One cold Oklahoma morning, Murthy was listening to Sam and Sheila, a couple who’d lost their son to opioids. They explained that the pain they felt at his death was made even worse by loneliness. All through their lives they’d been part of a community, but now their neighbors ignored them. Assuming Sam and Sheila would be ashamed of how their son had died, nobody stopped by.

On another day, in Los Angeles, a successful executive admitted that he had just spent his birthday alone. The intensity of his work schedule had led him to lose touch with friends.

Murthy’s findings are anecdotal, but they’re supported by science. Loneliness is widespread. According to a 2018 study by the US organization AARP – which advocates for people as they age – 22 percent of American adults report being socially isolated, either often or always. This is the case all over the world. A quarter of Australian adults report loneliness, while in Japan more than a million adults meet the official definition of hikikomori, or social recluses.

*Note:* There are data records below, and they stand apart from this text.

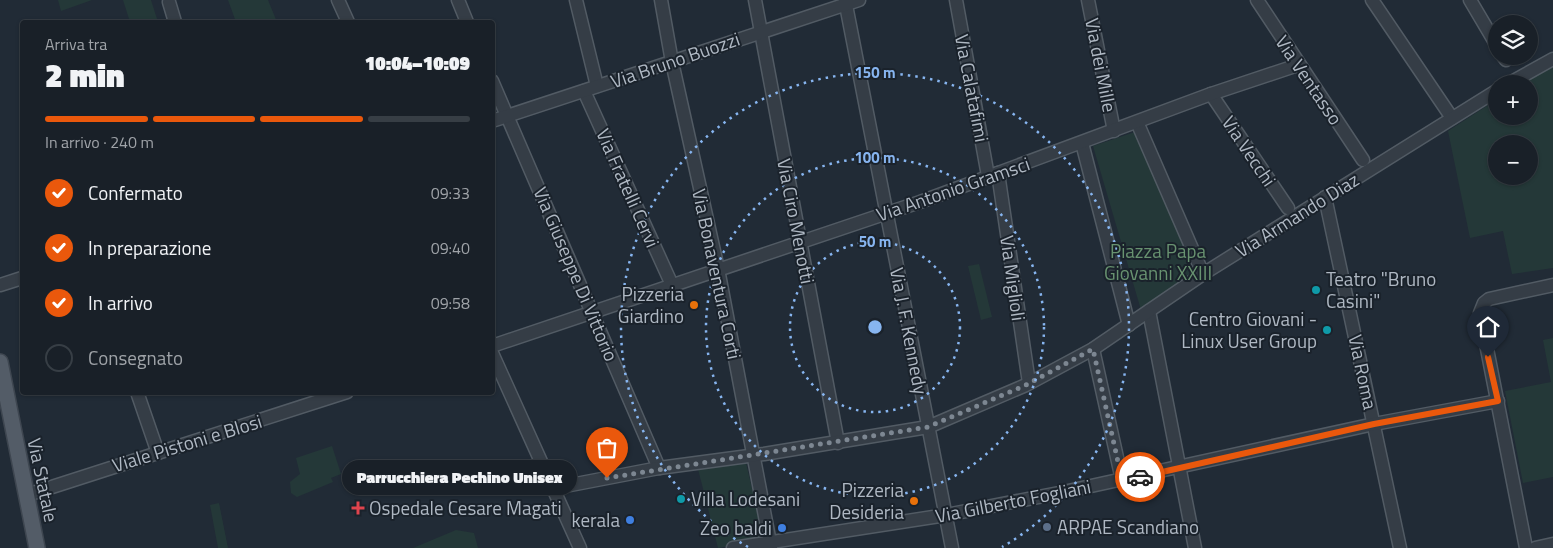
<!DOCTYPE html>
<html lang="it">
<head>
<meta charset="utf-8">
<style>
	:root { --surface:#192028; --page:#222830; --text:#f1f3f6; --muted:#9fa3a8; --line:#373e45; --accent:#ea580c }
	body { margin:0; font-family:"Titillium Web",sans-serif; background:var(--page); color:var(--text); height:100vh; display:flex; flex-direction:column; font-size:19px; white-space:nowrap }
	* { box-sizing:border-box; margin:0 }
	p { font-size:16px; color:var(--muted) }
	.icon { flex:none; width:28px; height:28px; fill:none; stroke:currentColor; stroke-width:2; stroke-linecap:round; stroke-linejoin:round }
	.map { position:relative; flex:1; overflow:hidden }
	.details { position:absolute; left:20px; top:20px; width:475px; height:375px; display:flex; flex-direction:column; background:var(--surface); border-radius:5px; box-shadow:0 1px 4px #0004,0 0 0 1px var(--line) }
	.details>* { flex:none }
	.controls { position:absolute; left:1488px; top:15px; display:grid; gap:10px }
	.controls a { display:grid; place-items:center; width:50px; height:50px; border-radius:50%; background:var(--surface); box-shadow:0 1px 4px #0004,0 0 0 1px var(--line); font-size:25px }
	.pin { position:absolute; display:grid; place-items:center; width:42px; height:42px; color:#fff; margin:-51px -21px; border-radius:50% 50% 50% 0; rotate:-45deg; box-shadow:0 0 5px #0007 }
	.pin .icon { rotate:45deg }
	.courier { position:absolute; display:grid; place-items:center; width:50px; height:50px; margin:-25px; border:4px solid #ea580c; border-radius:50%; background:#fff; color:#222; box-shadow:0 1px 6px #0007 }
	.bubble { position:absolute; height:35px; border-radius:18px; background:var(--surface); box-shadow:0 1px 4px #0004,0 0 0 1px var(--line); font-size:16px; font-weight:800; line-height:35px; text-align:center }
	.summary em { font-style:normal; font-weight:800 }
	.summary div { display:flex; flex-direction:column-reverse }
	.summary { display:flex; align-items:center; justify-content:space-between; height:85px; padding:0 25px }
	h1 { font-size:32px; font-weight:800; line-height:38px }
	.bar { display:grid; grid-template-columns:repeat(4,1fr); gap:8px 5px; align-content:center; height:60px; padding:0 25px }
	.bar i { height:6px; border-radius:4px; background:var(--line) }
	.bar .active { background:var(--accent) }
	.bar p { grid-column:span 4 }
	ol { padding:0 25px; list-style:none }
	li { display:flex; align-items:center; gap:15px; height:55px }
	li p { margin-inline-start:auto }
	li .icon { padding:5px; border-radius:50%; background:var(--accent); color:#fff; stroke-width:4 }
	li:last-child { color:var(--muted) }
	li i { width:28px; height:28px; border:2px solid var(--line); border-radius:50% }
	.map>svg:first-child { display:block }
</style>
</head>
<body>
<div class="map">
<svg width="1553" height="548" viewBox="0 0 1553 548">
	<rect width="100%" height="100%" fill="#212b36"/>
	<g fill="#243838" fill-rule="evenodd">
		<path d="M58 0H92L61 11Z"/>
		<path d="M123 0H151L158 22H130Z"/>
		<path d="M228 0H268L277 22H236Z"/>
		<path d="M1553 64V268L1512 274 1503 231 1470 238 1448 131 1496 100V116H1529V84H1521ZM1496 144H1529V176H1496Z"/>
		<path d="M1135 132 1196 274 1141 310 1093 146Z"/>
		<path d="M979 264 992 317 981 320 968 266Z"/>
		<path d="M1553 338V477L1523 483 1505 391 1551 382 1543 340Z"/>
		<path d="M332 446 341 474 331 478 333 482 297 497 291 493 290 482 300 474 296 458Z"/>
		<path d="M746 463 764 540 718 548 698 469Z"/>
		<path d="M219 503 228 548H218L210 505Z"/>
		<path d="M456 530 474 533 478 548H413Z"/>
	</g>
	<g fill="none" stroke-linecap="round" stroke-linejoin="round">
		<g stroke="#525b64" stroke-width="15">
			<g id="minor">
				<path d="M338 0 348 22"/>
				<path d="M458 0 467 22"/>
				<path d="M576 0 597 86"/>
				<path d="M661 0 672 62 718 269 771 548"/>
				<path d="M755 0 838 443"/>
				<path d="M845 0 952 548"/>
				<path d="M956 0 988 176"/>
				<path d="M1088 0 1114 131"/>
				<path d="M1257 0 1363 160"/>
				<path d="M1372 0 1452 118"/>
				<path d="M1470 0 1496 44"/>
				<path d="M169 2 175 22"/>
				<path d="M1503 56 1506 60"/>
				<path d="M492 81 659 468"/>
				<path d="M1508 84 1553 59"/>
				<path d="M584 91 672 285"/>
				<path d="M1211 94 1288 208"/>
				<path d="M492 121 859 0"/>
				<path d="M1137 122 1203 274"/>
				<path d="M1082 143 1129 325"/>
				<path d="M998 173 1029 383"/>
				<path d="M1325 197 1400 548"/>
				<path d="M0 285 22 278"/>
				<path d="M1149 311 1195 548"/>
				<path d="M492 346 920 202 1211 94 1298 65"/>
				<path d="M1093 349 1122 480"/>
				<path d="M492 353 580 548"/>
				<path d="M137 392 158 453"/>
				<path d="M555 488 659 468 764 454 928 427 1026 385 1093 349 1203 274 1496 91"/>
				<path d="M27 495 347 392"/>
				<path d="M733 548 946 515 1059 493 1374 424 1498 401"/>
				<path d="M1526 548 1480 313 1484 303 1489 299 1553 285"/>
				<path d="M1535 548 1553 544"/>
			</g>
		</g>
		<g stroke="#3e4650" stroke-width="18">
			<path id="major" d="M0 362 37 548"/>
		</g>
		<use href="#minor" stroke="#353d46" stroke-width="12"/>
		<use href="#major" stroke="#535c67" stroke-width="15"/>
	</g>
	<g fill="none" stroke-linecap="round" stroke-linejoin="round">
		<path stroke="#7d8792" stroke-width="5" stroke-dasharray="0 9" d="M607 478 928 427 1026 385 1093 349 1122 480 1140 477"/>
		<path stroke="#ea580c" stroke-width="6" d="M1140 477 1374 424 1498 401 1488 357"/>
	</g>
	<g fill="none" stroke="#87b5f0" stroke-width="2.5" stroke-dasharray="2.5 5">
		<circle cx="875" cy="327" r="85"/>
		<circle cx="875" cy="327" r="169"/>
		<path d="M748 547A254 254 0 1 1 1002 547"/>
	</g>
	<g fill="#0f9aa8" stroke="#1a222b" stroke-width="2">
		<circle cx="1316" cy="290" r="5"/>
		<circle cx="1327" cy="330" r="5"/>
		<circle cx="681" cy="499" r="5"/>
	</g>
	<g fill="#e8710a" stroke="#1a222b" stroke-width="2">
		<circle cx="694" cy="305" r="5"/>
		<circle cx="914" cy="501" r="5"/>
	</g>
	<path fill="#e0444e" stroke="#1a222b" stroke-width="2" d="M355.5 500.5h5v5h5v5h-5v5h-5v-5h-5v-5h5z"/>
	<g fill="#3f7fe0" stroke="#1a222b" stroke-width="2">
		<circle cx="630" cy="520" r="5"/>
		<circle cx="782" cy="528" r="5"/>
	</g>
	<circle fill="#5c6f8a" stroke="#1a222b" stroke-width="2" cx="1047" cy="527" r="5"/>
	<g text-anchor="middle" stroke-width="4" stroke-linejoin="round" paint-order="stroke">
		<g font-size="19" fill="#afb8c3" stroke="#1a222b">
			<text transform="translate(675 60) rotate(-19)" y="7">Via Bruno Buozzi</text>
			<text transform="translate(1101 65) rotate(79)" y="7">Via dei Mille</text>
			<text transform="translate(1309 80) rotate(56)" y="7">Via Ventasso</text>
			<text transform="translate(972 88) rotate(79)" y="7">Via Calatafimi</text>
			<text transform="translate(1249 151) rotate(56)" y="7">Via Vecchi</text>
			<text transform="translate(628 188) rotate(66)" y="7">Via Fratelli Cervi</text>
			<text transform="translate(953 189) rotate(-19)" y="7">Via Antonio Gramsci</text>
			<text transform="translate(1297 215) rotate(-32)" y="7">Via Armando Diaz</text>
			<text transform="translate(796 221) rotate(79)" y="7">Via Ciro Menotti</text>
			<text transform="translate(576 274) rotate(67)" y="7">Via Giuseppe Di Vittorio</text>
			<text transform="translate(717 274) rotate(78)" y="7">Via Bonaventura Corti</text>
			<text transform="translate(1013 278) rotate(82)" y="7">Via Miglioli</text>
			<text transform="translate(909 331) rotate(79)" y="7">Via J. F. Kennedy</text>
			<text transform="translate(1363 372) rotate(78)" y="7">Via Roma</text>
			<text transform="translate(187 443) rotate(-17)" y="7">Viale Pistoni e Blosi</text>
			<text transform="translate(43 480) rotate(78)" y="7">Via Statale</text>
			<text transform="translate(1013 501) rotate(-11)" y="7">Via Gilberto Fogliani</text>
		</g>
		<g font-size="19" fill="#689270" stroke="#1a222b">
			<text x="1158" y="258">Piazza Papa<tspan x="1158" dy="22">Giovanni XXIII</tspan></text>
		</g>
		<g font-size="19" fill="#afb8c3" stroke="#1a222b" text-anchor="end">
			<text x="1326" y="286" text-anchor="start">Teatro "Bruno<tspan x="1326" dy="22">Casini"</tspan></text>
			<text x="684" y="301">Pizzeria<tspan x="684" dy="22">Giardino</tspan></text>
			<text x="1317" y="326">Centro Giovani -<tspan x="1317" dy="22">Linux User Group</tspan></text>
			<text x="904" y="497">Pizzeria<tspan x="904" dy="22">Desideria</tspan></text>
			<text x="691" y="506" text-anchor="start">Villa Lodesani</text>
			<text x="369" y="515" text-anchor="start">Ospedale Cesare Magati</text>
			<text x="620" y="527">kerala</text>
			<text x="1057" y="534" text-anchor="start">ARPAE Scandiano</text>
			<text x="772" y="535">Zeo baldi</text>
		</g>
	</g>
	<circle cx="875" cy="327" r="8" fill="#87b5f0" stroke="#1a222b" stroke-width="2.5"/>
	<g font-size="15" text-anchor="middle" font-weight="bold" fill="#87b5f0" stroke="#1a222b" stroke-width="4" stroke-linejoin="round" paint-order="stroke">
		<text x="875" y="78">150 m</text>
		<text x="875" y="163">100 m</text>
		<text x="875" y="247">50 m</text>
	</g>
</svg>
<div class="controls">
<a><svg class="icon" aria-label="layers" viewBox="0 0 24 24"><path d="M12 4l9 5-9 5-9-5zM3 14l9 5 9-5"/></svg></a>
<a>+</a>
<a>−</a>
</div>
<div class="pin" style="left:607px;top:478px;background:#ea580c"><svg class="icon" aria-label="bag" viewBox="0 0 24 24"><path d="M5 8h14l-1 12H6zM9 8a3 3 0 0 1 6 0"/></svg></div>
<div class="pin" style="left:1488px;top:357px;background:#1f2937"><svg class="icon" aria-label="home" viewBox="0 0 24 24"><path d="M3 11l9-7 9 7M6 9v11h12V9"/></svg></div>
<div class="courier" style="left:1140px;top:477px"><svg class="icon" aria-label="car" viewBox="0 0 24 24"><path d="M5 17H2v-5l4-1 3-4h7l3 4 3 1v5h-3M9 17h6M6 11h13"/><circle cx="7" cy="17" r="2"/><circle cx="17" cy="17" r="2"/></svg></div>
<div class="bubble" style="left:342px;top:460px;width:235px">Parrucchiera Pechino Unisex</div>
<section class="details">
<div class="summary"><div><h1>2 min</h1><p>Arriva tra</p></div><em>10:04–10:09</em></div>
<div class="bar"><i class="active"></i><i class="active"></i><i class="active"></i><i></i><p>In arrivo · 240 m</p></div>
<ol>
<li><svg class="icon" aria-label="check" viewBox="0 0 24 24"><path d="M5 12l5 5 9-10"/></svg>Confermato<p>09:33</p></li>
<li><svg class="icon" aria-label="check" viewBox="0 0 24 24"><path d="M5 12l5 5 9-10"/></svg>In preparazione<p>09:40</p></li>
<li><svg class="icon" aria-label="check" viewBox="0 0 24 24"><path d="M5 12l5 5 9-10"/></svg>In arrivo<p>09:58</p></li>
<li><i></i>Consegnato</li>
</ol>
</section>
</div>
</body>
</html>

So what exactly is loneliness? Well, it’s not just being alone; it’s the sense that you’re lacking the connections you need.

Researchers have identified three clear strands: Intimate loneliness is the longing for a partner with whom you share a deep bond. Social loneliness is the need for quality friendships. Finally, collective loneliness is the yearning for a community or network of like-minded people.

We need all three types of connection to thrive. And as we’ll see in the next blink, if you lack one or more, it can be painful – to the extent of seriously harming your health.